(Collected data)

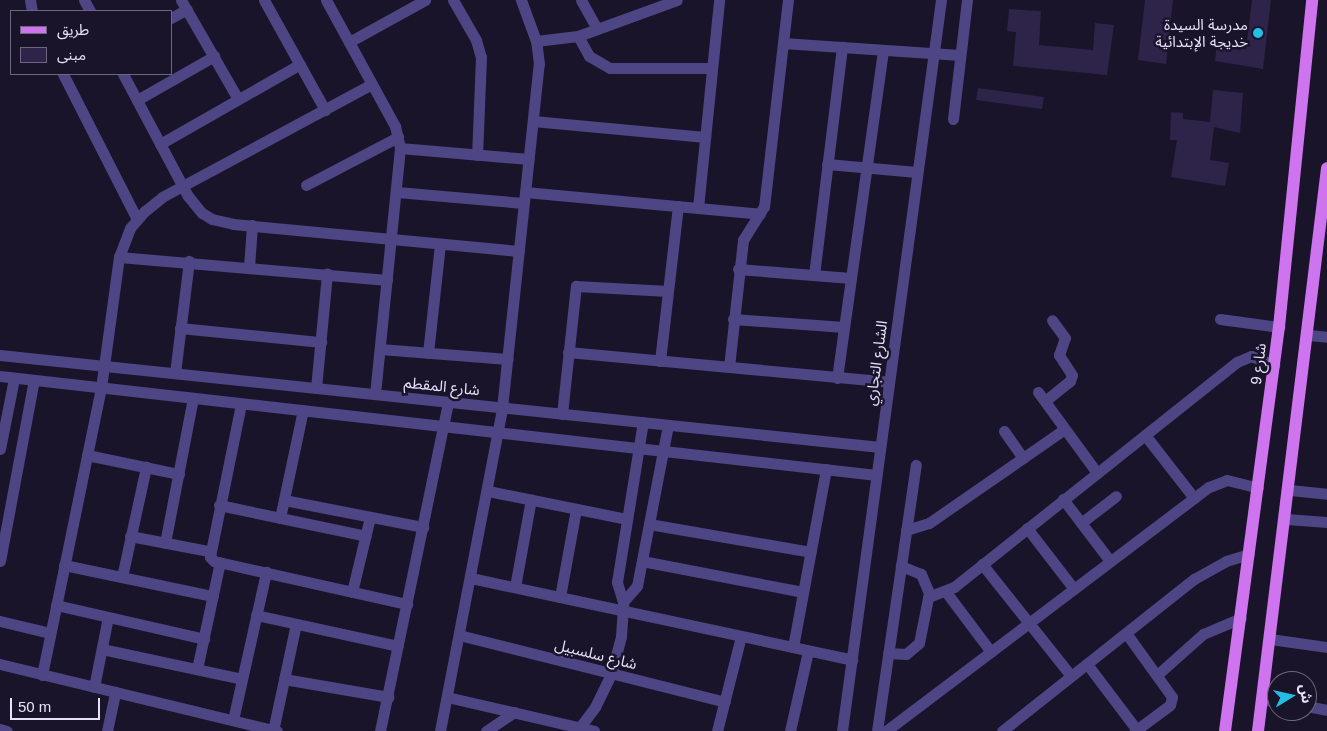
<!DOCTYPE html>
<html>
<head>
<meta charset="utf-8">
<style>
  body { margin:0 }
  #map { position:relative; width:1327px; height:731px; overflow:hidden; background:#1a142a; font-family:Arial,"Noto Sans Arabic",sans-serif }
  div>[style] { position:absolute }
  [style*='--x'] { left:calc(var(--x)*1px); top:calc(var(--y)*1px); width:calc(var(--w)*1px); rotate:calc(var(--a)*1deg) }
  .building>* { inset:0; background:#2e2349 }
  .minor>* { height:11px; margin:-5.5px; padding:0 5.5px; transform-origin:5.5px; border-radius:5.5px; background:#4e4584 }
  .major>* { height:12px; margin:-6px; padding:0 6px; transform-origin:6px; border-radius:6px; background:#ce74ef }
  .dots>* { width:14px; height:14px; translate:-50% -50%; box-sizing:border-box; border:2px solid #1a142a; border-radius:50% }
  span { translate:-50% -50%; white-space:nowrap; text-align:center; line-height:1.15; -webkit-text-stroke:5px #1a142a; paint-order:stroke }
  .poi-label { font-size:15px; color:#e7e1fc }
  .right { translate:-100% -50%; text-align:right }
  .street-label { font-size:15px; color:#e7e1fc }
  .legend { position:absolute; left:10px; top:10px; width:162px; height:65px; box-sizing:border-box; background:#1a142a; border:1px solid #6c667e; margin:0; padding:6px 9px; list-style:none; font-size:15px; color:#e7e1fc }
  .legend li { display:flex; align-items:center; gap:10px; height:25px }
  .legend b { width:25px; border:1px solid #6c667e }
  .north { position:absolute; left:1267px; top:671px; width:50px; height:50px; box-sizing:border-box; background:#1a142a; border:1px solid #6c667e; border-radius:50%; rotate:81deg; font-size:14px; font-weight:700; line-height:20px; text-align:center; color:#e7e1fc }
  .north::after { content:''; display:block; margin:auto; width:18px; height:22px; background:#23bee6; clip-path:polygon(50% 0,100% 100%,50% 72%,0 100%) }
  .scale { position:absolute; left:10px; top:698px; width:90px; height:22px; box-sizing:border-box; border:2px solid #e7e1fc; border-top:0; padding-left:6px; font-size:15px; line-height:18px; white-space:nowrap; color:#e7e1fc; -webkit-text-stroke:4px #1a142a; paint-order:stroke }
</style>
</head>
<body>
<div id="map">
  <div class="building">
    <div style="clip-path:polygon(1145px 0,1173px 0,1166px 64px,1138px 60px)"></div>
    <div style="clip-path:polygon(1252px 0,1271px 0,1263px 69px,1215px 61px,1217px 44px,1246px 49px)"></div>
    <div style="clip-path:polygon(1009px 9px,1041px 11px,1039px 45px,1093px 50px,1095px 23px,1114px 25px,1107px 75px,1013px 66px,1016px 32px,1007px 31px)"></div>
    <div style="clip-path:polygon(978px 88px,1044px 97px,1042px 109px,976px 100px)"></div>
    <div style="clip-path:polygon(1213px 90px,1243px 93px,1240px 133px,1214px 127px,1210px 160px,1229px 163px,1225px 186px,1171px 177px,1177px 140px,1170px 140px,1171px 112px,1183px 113px,1183px 119px,1210px 122px)"></div>
  </div>
  <div class="minor">
    <div style="--x:30;--y:0;--w:11;--a:80"></div>
    <div style="--x:84;--y:0;--w:13;--a:61"></div>
    <div style="--x:181;--y:0;--w:114;--a:60.1"></div>
    <div style="--x:264;--y:0;--w:126;--a:61"></div>
    <div style="--x:326;--y:0;--w:144;--a:61.3"></div>
    <div style="--x:395;--y:126;--w:23;--a:77"></div>
    <div style="--x:400;--y:148;--w:247;--a:95.8"></div>
    <div style="--x:453;--y:0;--w:46;--a:60.1"></div>
    <div style="--x:476;--y:40;--w:18;--a:74"></div>
    <div style="--x:481;--y:57;--w:98;--a:92.3"></div>
    <div style="--x:581;--y:0;--w:33;--a:61"></div>
    <div style="--x:171;--y:18;--w:18;--a:-29"></div>
    <div style="--x:578;--y:36;--w:23;--a:61"></div>
    <div style="--x:589;--y:56;--w:24;--a:30"></div>
    <div style="--x:610;--y:68;--w:102;--a:0"></div>
    <div style="--x:536;--y:41;--w:42;--a:-6.8"></div>
    <div style="--x:578;--y:36;--w:105;--a:-20"></div>
    <div style="--x:349;--y:42;--w:87;--a:-28.9"></div>
    <div style="--x:783;--y:43;--w:177;--a:3.9"></div>
    <div style="--x:63;--y:74;--w:163;--a:63"></div>
    <div style="--x:123;--y:74;--w:138;--a:62"></div>
    <div style="--x:188;--y:196;--w:22;--a:51"></div>
    <div style="--x:202;--y:213;--w:12;--a:31"></div>
    <div style="--x:212;--y:219;--w:22;--a:13"></div>
    <div style="--x:233;--y:224;--w:287;--a:5.4"></div>
    <div style="--x:137;--y:100;--w:89;--a:-29.7"></div>
    <div style="--x:953;--y:119;--w:120;--a:-83.3"></div>
    <div style="--x:533;--y:121;--w:173;--a:5.3"></div>
    <div style="--x:160;--y:144;--w:161;--a:-29.7"></div>
    <div style="--x:400;--y:148;--w:129;--a:4.9"></div>
    <div style="--x:827;--y:164;--w:90;--a:5.1"></div>
    <div style="--x:306;--y:185;--w:104;--a:-27.6"></div>
    <div style="--x:397;--y:192;--w:127;--a:5"></div>
    <div style="--x:525;--y:192;--w:236;--a:5.3"></div>
    <div style="--x:698;--y:208;--w:209;--a:-84.2"></div>
    <div style="--x:119;--y:257;--w:269;--a:4.9"></div>
    <div style="--x:249;--y:267;--w:42;--a:-85.9"></div>
    <div style="--x:738;--y:269;--w:113;--a:4.6"></div>
    <div style="--x:814;--y:275;--w:230;--a:-83"></div>
    <div style="--x:733;--y:319;--w:111;--a:4.1"></div>
    <div style="--x:1220;--y:319;--w:60;--a:7.7"></div>
    <div style="--x:180;--y:328;--w:142;--a:5.7"></div>
    <div style="--x:1309;--y:335;--w:18;--a:6"></div>
    <div style="--x:380;--y:349;--w:128;--a:4.5"></div>
    <div style="--x:568;--y:352;--w:322;--a:5.3"></div>
    <div style="--x:428;--y:353;--w:110;--a:-83.7"></div>
    <div style="--x:0;--y:355;--w:885;--a:5.97"></div>
    <div style="--x:660;--y:361;--w:156;--a:-83.4"></div>
    <div style="--x:729;--y:367;--w:128;--a:-83.7"></div>
    <div style="--x:743;--y:240;--w:39;--a:-58"></div>
    <div style="--x:764;--y:207;--w:208;--a:-83.4"></div>
    <div style="--x:175;--y:373;--w:113;--a:-82.9"></div>
    <div style="--x:0;--y:376;--w:882;--a:6.45"></div>
    <div style="--x:837;--y:378;--w:331;--a:-82"></div>
    <div style="--x:316;--y:388;--w:115;--a:-84.5"></div>
    <div style="--x:1038;--y:392;--w:100;--a:53.9"></div>
    <div style="--x:1045;--y:401;--w:32;--a:-39"></div>
    <div style="--x:1070;--y:381;--w:6;--a:-72"></div>
    <div style="--x:1072;--y:375;--w:24;--a:-123"></div>
    <div style="--x:1059;--y:355;--w:18;--a:-71"></div>
    <div style="--x:1065;--y:338;--w:22;--a:-126"></div>
    <div style="--x:241;--y:404;--w:156;--a:101.5"></div>
    <div style="--x:210;--y:557;--w:6;--a:45"></div>
    <div style="--x:214;--y:561;--w:198;--a:12.6"></div>
    <div style="--x:562;--y:414;--w:129;--a:-83.8"></div>
    <div style="--x:576;--y:286;--w:92;--a:3.1"></div>
    <div style="--x:1004;--y:431;--w:33;--a:55"></div>
    <div style="--x:1145;--y:435;--w:80;--a:52.1"></div>
    <div style="--x:0;--y:449;--w:72;--a:-78.8"></div>
    <div style="--x:87;--y:455;--w:94;--a:11.7"></div>
    <div style="--x:1290;--y:490;--w:37;--a:6"></div>
    <div style="--x:488;--y:491;--w:142;--a:11.4"></div>
    <div style="--x:1063;--y:499;--w:78;--a:52.8"></div>
    <div style="--x:284;--y:500;--w:142;--a:11"></div>
    <div style="--x:219;--y:505;--w:150;--a:11.9"></div>
    <div style="--x:280;--y:518;--w:110;--a:-78"></div>
    <div style="--x:1286;--y:519;--w:41;--a:4.2"></div>
    <div style="--x:1081;--y:523;--w:44;--a:-37.6"></div>
    <div style="--x:649;--y:524;--w:164;--a:9.8"></div>
    <div style="--x:1027;--y:528;--w:77;--a:52.4"></div>
    <div style="--x:906;--y:530;--w:24;--a:-17"></div>
    <div style="--x:929;--y:523;--w:165;--a:-34.7"></div>
    <div style="--x:130;--y:536;--w:79;--a:10.9"></div>
    <div style="--x:165;--y:543;--w:148;--a:-79.1"></div>
    <div style="--x:0;--y:561;--w:184;--a:-79.4"></div>
    <div style="--x:642;--y:561;--w:164;--a:10.9"></div>
    <div style="--x:982;--y:564;--w:143;--a:51.5"></div>
    <div style="--x:64;--y:565;--w:152;--a:11.8"></div>
    <div style="--x:122;--y:577;--w:113;--a:-77.7"></div>
    <div style="--x:471;--y:578;--w:390;--a:12.1"></div>
    <div style="--x:515;--y:587;--w:89;--a:-79.7"></div>
    <div style="--x:352;--y:592;--w:77;--a:-76.5"></div>
    <div style="--x:946;--y:592;--w:75;--a:53.1"></div>
    <div style="--x:560;--y:597;--w:89;--a:-79.7"></div>
    <div style="--x:928;--y:597;--w:28;--a:-21"></div>
    <div style="--x:954;--y:587;--w:362;--a:-38.5"></div>
    <div style="--x:1237;--y:362;--w:15;--a:-23"></div>
    <div style="--x:1251;--y:356;--w:25;--a:21"></div>
    <div style="--x:623;--y:602;--w:21;--a:-49"></div>
    <div style="--x:637;--y:586;--w:164;--a:-79.1"></div>
    <div style="--x:623;--y:602;--w:21;--a:-107"></div>
    <div style="--x:617;--y:582;--w:162;--a:-80.8"></div>
    <div style="--x:56;--y:605;--w:152;--a:12.9"></div>
    <div style="--x:256;--y:615;--w:145;--a:12.3"></div>
    <div style="--x:0;--y:621;--w:51;--a:13.5"></div>
    <div style="--x:1126;--y:633;--w:79;--a:54.3"></div>
    <div style="--x:1172;--y:697;--w:8;--a:104"></div>
    <div style="--x:1170;--y:705;--w:44;--a:143.4"></div>
    <div style="--x:459;--y:635;--w:274;--a:14.1"></div>
    <div style="--x:1270;--y:639;--w:58;--a:8"></div>
    <div style="--x:793;--y:647;--w:181;--a:-79.5"></div>
    <div style="--x:102;--y:649;--w:143;--a:12.1"></div>
    <div style="--x:888;--y:653;--w:18;--a:3"></div>
    <div style="--x:906;--y:654;--w:17;--a:-40"></div>
    <div style="--x:919;--y:643;--w:51;--a:-78.7"></div>
    <div style="--x:929;--y:593;--w:21;--a:-113"></div>
    <div style="--x:921;--y:574;--w:22;--a:-158"></div>
    <div style="--x:0;--y:664;--w:285;--a:13.6"></div>
    <div style="--x:1087;--y:664;--w:83;--a:52.9"></div>
    <div style="--x:197;--y:669;--w:109;--a:-77.9"></div>
    <div style="--x:42;--y:675;--w:293;--a:-78.4"></div>
    <div style="--x:101;--y:388;--w:132;--a:-82.2"></div>
    <div style="--x:119;--y:257;--w:31;--a:-69"></div>
    <div style="--x:130;--y:228;--w:23;--a:-49"></div>
    <div style="--x:145;--y:211;--w:22;--a:-39"></div>
    <div style="--x:162;--y:197;--w:238;--a:-28.3"></div>
    <div style="--x:1157;--y:675;--w:62;--a:-41.7"></div>
    <div style="--x:1203;--y:634;--w:41;--a:-22.8"></div>
    <div style="--x:284;--y:679;--w:106;--a:9.8"></div>
    <div style="--x:94;--y:687;--w:71;--a:-78.7"></div>
    <div style="--x:447;--y:697;--w:151;--a:13"></div>
    <div style="--x:1262;--y:699;--w:15;--a:11"></div>
    <div style="--x:1307;--y:706;--w:20;--a:11"></div>
    <div style="--x:233;--y:720;--w:152;--a:-77.4"></div>
    <div style="--x:0;--y:729;--w:7;--a:16"></div>
    <div style="--x:107;--y:731;--w:40;--a:-78"></div>
    <div style="--x:273;--y:731;--w:109;--a:-77.9"></div>
    <div style="--x:380;--y:731;--w:336;--a:-78.3"></div>
    <div style="--x:440;--y:731;--w:329;--a:-79.1"></div>
    <div style="--x:502;--y:408;--w:346;--a:-83.9"></div>
    <div style="--x:539;--y:64;--w:23;--a:-97"></div>
    <div style="--x:536;--y:41;--w:44;--a:-110.1"></div>
    <div style="--x:486;--y:731;--w:34;--a:-34"></div>
    <div style="--x:577;--y:731;--w:30;--a:-53"></div>
    <div style="--x:595;--y:707;--w:37;--a:-64"></div>
    <div style="--x:611;--y:674;--w:39;--a:-75"></div>
    <div style="--x:621;--y:636;--w:32;--a:-86"></div>
    <div style="--x:717;--y:731;--w:98;--a:-75.8"></div>
    <div style="--x:790;--y:731;--w:82;--a:-77.3"></div>
    <div style="--x:842;--y:731;--w:738;--a:-82.29"></div>
    <div style="--x:877;--y:731;--w:269;--a:-81.7"></div>
    <div style="--x:886;--y:731;--w:405;--a:-37.1"></div>
    <div style="--x:1209;--y:487;--w:19;--a:-21"></div>
    <div style="--x:1227;--y:480;--w:32;--a:14"></div>
    <div style="--x:1002;--y:731;--w:245;--a:-38.4"></div>
    <div style="--x:1194;--y:579;--w:37;--a:-29"></div>
    <div style="--x:1226;--y:561;--w:24;--a:-17"></div>
  </div>
  <div class="major">
    <div style="--x:1225;--y:731;--w:408;--a:-82.4"></div>
    <div style="--x:1279;--y:327;--w:329;--a:-84.2"></div>
    <div style="--x:1258;--y:731;--w:567;--a:-83.01"></div>
  </div>
  <div class="dots">
    <div style="left:1258px;top:33px;background:#23bee6"></div>
  </div>
  <div class="poi-label">
    <span class="right" style="left:1248px;top:33px">مدرسة السيدة<br>خديجة الإبتدائية</span>
  </div>
  <div class="street-label">
    <span style="left:876px;top:363px;rotate:-82deg">الشارع التجاري</span>
    <span style="left:1258px;top:364px;rotate:-83deg">شارع 9</span>
    <span style="left:442px;top:386px;rotate:6deg">شارع المقطم</span>
    <span style="left:596px;top:654px;rotate:14deg">شارع سلسبيل</span>
  </div>
  <ul class="legend">
  <li><b style="height:6px;background:#ce74ef"></b>طريق</li>
  <li><b style="height:14px;background:#2e2349"></b>مبنى</li>
  </ul>
  <div class="north">ش</div>
  <div class="scale">50 m</div>
</div>
</body>
</html>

Description of the task: The exact lines from the beginning of the data through the one that contains "width:25px; border:1px solid" must be given again, both ends included, and pictures must be left out.

Response box:
<!DOCTYPE html>
<html>
<head>
<meta charset="utf-8">
<style>
  body { margin:0 }
  #map { position:relative; width:1327px; height:731px; overflow:hidden; background:#1a142a; font-family:Arial,"Noto Sans Arabic",sans-serif }
  div>[style] { position:absolute }
  [style*='--x'] { left:calc(var(--x)*1px); top:calc(var(--y)*1px); width:calc(var(--w)*1px); rotate:calc(var(--a)*1deg) }
  .building>* { inset:0; background:#2e2349 }
  .minor>* { height:11px; margin:-5.5px; padding:0 5.5px; transform-origin:5.5px; border-radius:5.5px; background:#4e4584 }
  .major>* { height:12px; margin:-6px; padding:0 6px; transform-origin:6px; border-radius:6px; background:#ce74ef }
  .dots>* { width:14px; height:14px; translate:-50% -50%; box-sizing:border-box; border:2px solid #1a142a; border-radius:50% }
  span { translate:-50% -50%; white-space:nowrap; text-align:center; line-height:1.15; -webkit-text-stroke:5px #1a142a; paint-order:stroke }
  .poi-label { font-size:15px; color:#e7e1fc }
  .right { translate:-100% -50%; text-align:right }
  .street-label { font-size:15px; color:#e7e1fc }
  .legend { position:absolute; left:10px; top:10px; width:162px; height:65px; box-sizing:border-box; background:#1a142a; border:1px solid #6c667e; margin:0; padding:6px 9px; list-style:none; font-size:15px; color:#e7e1fc }
  .legend li { display:flex; align-items:center; gap:10px; height:25px }
  .legend b { width:25px; border:1px solid #6c667e }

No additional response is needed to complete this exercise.